* INPUT RECORDS:
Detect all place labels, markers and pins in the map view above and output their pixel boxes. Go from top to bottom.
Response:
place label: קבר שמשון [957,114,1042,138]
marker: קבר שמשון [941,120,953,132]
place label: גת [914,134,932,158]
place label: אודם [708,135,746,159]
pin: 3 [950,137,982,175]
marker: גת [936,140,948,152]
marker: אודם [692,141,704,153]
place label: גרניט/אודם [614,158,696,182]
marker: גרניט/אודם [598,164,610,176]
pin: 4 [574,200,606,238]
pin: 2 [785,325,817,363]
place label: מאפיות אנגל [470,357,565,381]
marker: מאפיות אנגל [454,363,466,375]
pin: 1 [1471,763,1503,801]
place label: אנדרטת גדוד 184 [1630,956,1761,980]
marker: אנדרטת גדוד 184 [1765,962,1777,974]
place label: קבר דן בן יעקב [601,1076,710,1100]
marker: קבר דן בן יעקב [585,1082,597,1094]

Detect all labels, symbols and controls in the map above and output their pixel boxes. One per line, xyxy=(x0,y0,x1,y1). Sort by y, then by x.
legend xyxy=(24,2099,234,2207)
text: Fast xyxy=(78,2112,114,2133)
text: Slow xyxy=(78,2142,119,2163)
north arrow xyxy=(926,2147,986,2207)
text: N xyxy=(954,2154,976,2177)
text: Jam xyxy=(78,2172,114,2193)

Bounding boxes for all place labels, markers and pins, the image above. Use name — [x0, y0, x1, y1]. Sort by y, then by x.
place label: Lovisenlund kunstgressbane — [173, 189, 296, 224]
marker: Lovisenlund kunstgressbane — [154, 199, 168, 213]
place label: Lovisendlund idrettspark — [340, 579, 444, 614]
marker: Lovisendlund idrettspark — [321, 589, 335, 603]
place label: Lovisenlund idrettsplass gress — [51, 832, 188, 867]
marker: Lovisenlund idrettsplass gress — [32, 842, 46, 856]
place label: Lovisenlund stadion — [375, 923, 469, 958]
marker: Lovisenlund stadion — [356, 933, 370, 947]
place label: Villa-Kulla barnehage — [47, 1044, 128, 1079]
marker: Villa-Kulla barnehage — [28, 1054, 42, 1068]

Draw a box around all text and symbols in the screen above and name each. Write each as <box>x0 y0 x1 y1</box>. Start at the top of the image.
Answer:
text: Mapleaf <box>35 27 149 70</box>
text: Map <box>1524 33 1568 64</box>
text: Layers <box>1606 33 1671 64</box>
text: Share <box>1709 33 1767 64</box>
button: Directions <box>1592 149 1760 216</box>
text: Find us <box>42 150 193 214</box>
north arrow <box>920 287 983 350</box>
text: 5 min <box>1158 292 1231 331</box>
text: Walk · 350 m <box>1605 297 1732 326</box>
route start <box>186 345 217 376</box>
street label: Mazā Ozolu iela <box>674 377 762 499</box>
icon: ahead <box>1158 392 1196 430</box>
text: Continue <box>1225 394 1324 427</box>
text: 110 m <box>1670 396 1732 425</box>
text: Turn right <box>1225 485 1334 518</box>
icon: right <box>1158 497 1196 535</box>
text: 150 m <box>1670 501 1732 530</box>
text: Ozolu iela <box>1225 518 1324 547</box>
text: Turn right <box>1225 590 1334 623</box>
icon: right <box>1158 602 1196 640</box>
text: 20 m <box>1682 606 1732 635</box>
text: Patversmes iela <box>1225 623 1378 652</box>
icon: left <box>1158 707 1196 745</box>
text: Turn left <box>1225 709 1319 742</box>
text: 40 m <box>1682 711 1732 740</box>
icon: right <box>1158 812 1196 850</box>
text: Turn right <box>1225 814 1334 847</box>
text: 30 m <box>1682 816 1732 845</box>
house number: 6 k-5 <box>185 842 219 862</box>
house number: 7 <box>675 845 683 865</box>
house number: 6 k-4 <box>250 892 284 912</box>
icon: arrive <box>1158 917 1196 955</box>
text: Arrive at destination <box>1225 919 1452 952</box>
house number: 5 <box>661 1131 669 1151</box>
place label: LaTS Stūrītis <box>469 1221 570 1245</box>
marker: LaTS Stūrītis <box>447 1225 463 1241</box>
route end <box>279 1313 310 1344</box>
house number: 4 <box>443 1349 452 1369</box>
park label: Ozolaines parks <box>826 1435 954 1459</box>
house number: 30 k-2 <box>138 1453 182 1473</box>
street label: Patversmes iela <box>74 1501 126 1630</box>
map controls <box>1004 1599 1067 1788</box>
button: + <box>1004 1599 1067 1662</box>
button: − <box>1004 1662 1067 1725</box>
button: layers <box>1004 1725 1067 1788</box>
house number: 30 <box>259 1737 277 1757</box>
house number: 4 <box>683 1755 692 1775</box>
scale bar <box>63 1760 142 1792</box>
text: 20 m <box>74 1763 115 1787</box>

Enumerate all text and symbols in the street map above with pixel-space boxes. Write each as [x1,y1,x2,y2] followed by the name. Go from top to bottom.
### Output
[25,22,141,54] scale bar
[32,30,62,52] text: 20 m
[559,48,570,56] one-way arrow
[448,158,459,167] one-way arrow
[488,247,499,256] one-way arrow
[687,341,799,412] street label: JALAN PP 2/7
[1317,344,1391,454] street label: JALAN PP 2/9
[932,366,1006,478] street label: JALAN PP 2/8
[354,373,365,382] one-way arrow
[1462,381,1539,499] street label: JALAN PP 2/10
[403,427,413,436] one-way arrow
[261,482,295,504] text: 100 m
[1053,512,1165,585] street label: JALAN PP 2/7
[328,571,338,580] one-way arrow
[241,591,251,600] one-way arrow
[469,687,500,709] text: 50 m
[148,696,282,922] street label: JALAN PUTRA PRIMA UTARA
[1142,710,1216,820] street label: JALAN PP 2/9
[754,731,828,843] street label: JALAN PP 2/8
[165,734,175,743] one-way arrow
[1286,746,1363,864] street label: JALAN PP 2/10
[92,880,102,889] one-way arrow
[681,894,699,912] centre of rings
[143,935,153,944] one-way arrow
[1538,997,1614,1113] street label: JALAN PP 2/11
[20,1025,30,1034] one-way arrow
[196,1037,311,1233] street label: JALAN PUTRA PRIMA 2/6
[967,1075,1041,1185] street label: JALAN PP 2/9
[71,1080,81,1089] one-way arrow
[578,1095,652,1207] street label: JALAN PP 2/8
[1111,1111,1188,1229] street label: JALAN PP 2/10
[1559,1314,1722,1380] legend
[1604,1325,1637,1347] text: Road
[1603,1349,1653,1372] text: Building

* EXERCISE REQUIREMENTS:
The response should be an exact copy of every line above.

* COMPLETED TASK:
Detect all place labels, markers and pins in the map view above and output their pixel boxes. Go from top to bottom.
Response:
place label: קבר שמשון [957,114,1042,138]
marker: קבר שמשון [941,120,953,132]
place label: גת [914,134,932,158]
place label: אודם [708,135,746,159]
pin: 3 [950,137,982,175]
marker: גת [936,140,948,152]
marker: אודם [692,141,704,153]
place label: גרניט/אודם [614,158,696,182]
marker: גרניט/אודם [598,164,610,176]
pin: 4 [574,200,606,238]
pin: 2 [785,325,817,363]
place label: מאפיות אנגל [470,357,565,381]
marker: מאפיות אנגל [454,363,466,375]
pin: 1 [1471,763,1503,801]
place label: אנדרטת גדוד 184 [1630,956,1761,980]
marker: אנדרטת גדוד 184 [1765,962,1777,974]
place label: קבר דן בן יעקב [601,1076,710,1100]
marker: קבר דן בן יעקב [585,1082,597,1094]

Detect all labels, symbols and controls in the map above and output their pixel boxes. One per line, xyxy=(x0,y0,x1,y1). Sort by y, then by x.
legend xyxy=(24,2099,234,2207)
text: Fast xyxy=(78,2112,114,2133)
text: Slow xyxy=(78,2142,119,2163)
north arrow xyxy=(926,2147,986,2207)
text: N xyxy=(954,2154,976,2177)
text: Jam xyxy=(78,2172,114,2193)

Bounding boxes for all place labels, markers and pins, the image above. Use name — [x0, y0, x1, y1]. Sort by y, then by x.
place label: Lovisenlund kunstgressbane — [173, 189, 296, 224]
marker: Lovisenlund kunstgressbane — [154, 199, 168, 213]
place label: Lovisendlund idrettspark — [340, 579, 444, 614]
marker: Lovisendlund idrettspark — [321, 589, 335, 603]
place label: Lovisenlund idrettsplass gress — [51, 832, 188, 867]
marker: Lovisenlund idrettsplass gress — [32, 842, 46, 856]
place label: Lovisenlund stadion — [375, 923, 469, 958]
marker: Lovisenlund stadion — [356, 933, 370, 947]
place label: Villa-Kulla barnehage — [47, 1044, 128, 1079]
marker: Villa-Kulla barnehage — [28, 1054, 42, 1068]

Draw a box around all text and symbols in the screen above and name each. Write each as <box>x0 y0 x1 y1</box>. Start at the top of the image.
Answer:
text: Mapleaf <box>35 27 149 70</box>
text: Map <box>1524 33 1568 64</box>
text: Layers <box>1606 33 1671 64</box>
text: Share <box>1709 33 1767 64</box>
button: Directions <box>1592 149 1760 216</box>
text: Find us <box>42 150 193 214</box>
north arrow <box>920 287 983 350</box>
text: 5 min <box>1158 292 1231 331</box>
text: Walk · 350 m <box>1605 297 1732 326</box>
route start <box>186 345 217 376</box>
street label: Mazā Ozolu iela <box>674 377 762 499</box>
icon: ahead <box>1158 392 1196 430</box>
text: Continue <box>1225 394 1324 427</box>
text: 110 m <box>1670 396 1732 425</box>
text: Turn right <box>1225 485 1334 518</box>
icon: right <box>1158 497 1196 535</box>
text: 150 m <box>1670 501 1732 530</box>
text: Ozolu iela <box>1225 518 1324 547</box>
text: Turn right <box>1225 590 1334 623</box>
icon: right <box>1158 602 1196 640</box>
text: 20 m <box>1682 606 1732 635</box>
text: Patversmes iela <box>1225 623 1378 652</box>
icon: left <box>1158 707 1196 745</box>
text: Turn left <box>1225 709 1319 742</box>
text: 40 m <box>1682 711 1732 740</box>
icon: right <box>1158 812 1196 850</box>
text: Turn right <box>1225 814 1334 847</box>
text: 30 m <box>1682 816 1732 845</box>
house number: 6 k-5 <box>185 842 219 862</box>
house number: 7 <box>675 845 683 865</box>
house number: 6 k-4 <box>250 892 284 912</box>
icon: arrive <box>1158 917 1196 955</box>
text: Arrive at destination <box>1225 919 1452 952</box>
house number: 5 <box>661 1131 669 1151</box>
place label: LaTS Stūrītis <box>469 1221 570 1245</box>
marker: LaTS Stūrītis <box>447 1225 463 1241</box>
route end <box>279 1313 310 1344</box>
house number: 4 <box>443 1349 452 1369</box>
park label: Ozolaines parks <box>826 1435 954 1459</box>
house number: 30 k-2 <box>138 1453 182 1473</box>
street label: Patversmes iela <box>74 1501 126 1630</box>
map controls <box>1004 1599 1067 1788</box>
button: + <box>1004 1599 1067 1662</box>
button: − <box>1004 1662 1067 1725</box>
button: layers <box>1004 1725 1067 1788</box>
house number: 30 <box>259 1737 277 1757</box>
house number: 4 <box>683 1755 692 1775</box>
scale bar <box>63 1760 142 1792</box>
text: 20 m <box>74 1763 115 1787</box>

Enumerate all text and symbols in the street map above with pixel-space boxes. Write each as [x1,y1,x2,y2] followed by the name. Go from top to bottom.
### Output
[25,22,141,54] scale bar
[32,30,62,52] text: 20 m
[559,48,570,56] one-way arrow
[448,158,459,167] one-way arrow
[488,247,499,256] one-way arrow
[687,341,799,412] street label: JALAN PP 2/7
[1317,344,1391,454] street label: JALAN PP 2/9
[932,366,1006,478] street label: JALAN PP 2/8
[354,373,365,382] one-way arrow
[1462,381,1539,499] street label: JALAN PP 2/10
[403,427,413,436] one-way arrow
[261,482,295,504] text: 100 m
[1053,512,1165,585] street label: JALAN PP 2/7
[328,571,338,580] one-way arrow
[241,591,251,600] one-way arrow
[469,687,500,709] text: 50 m
[148,696,282,922] street label: JALAN PUTRA PRIMA UTARA
[1142,710,1216,820] street label: JALAN PP 2/9
[754,731,828,843] street label: JALAN PP 2/8
[165,734,175,743] one-way arrow
[1286,746,1363,864] street label: JALAN PP 2/10
[92,880,102,889] one-way arrow
[681,894,699,912] centre of rings
[143,935,153,944] one-way arrow
[1538,997,1614,1113] street label: JALAN PP 2/11
[20,1025,30,1034] one-way arrow
[196,1037,311,1233] street label: JALAN PUTRA PRIMA 2/6
[967,1075,1041,1185] street label: JALAN PP 2/9
[71,1080,81,1089] one-way arrow
[578,1095,652,1207] street label: JALAN PP 2/8
[1111,1111,1188,1229] street label: JALAN PP 2/10
[1559,1314,1722,1380] legend
[1604,1325,1637,1347] text: Road
[1603,1349,1653,1372] text: Building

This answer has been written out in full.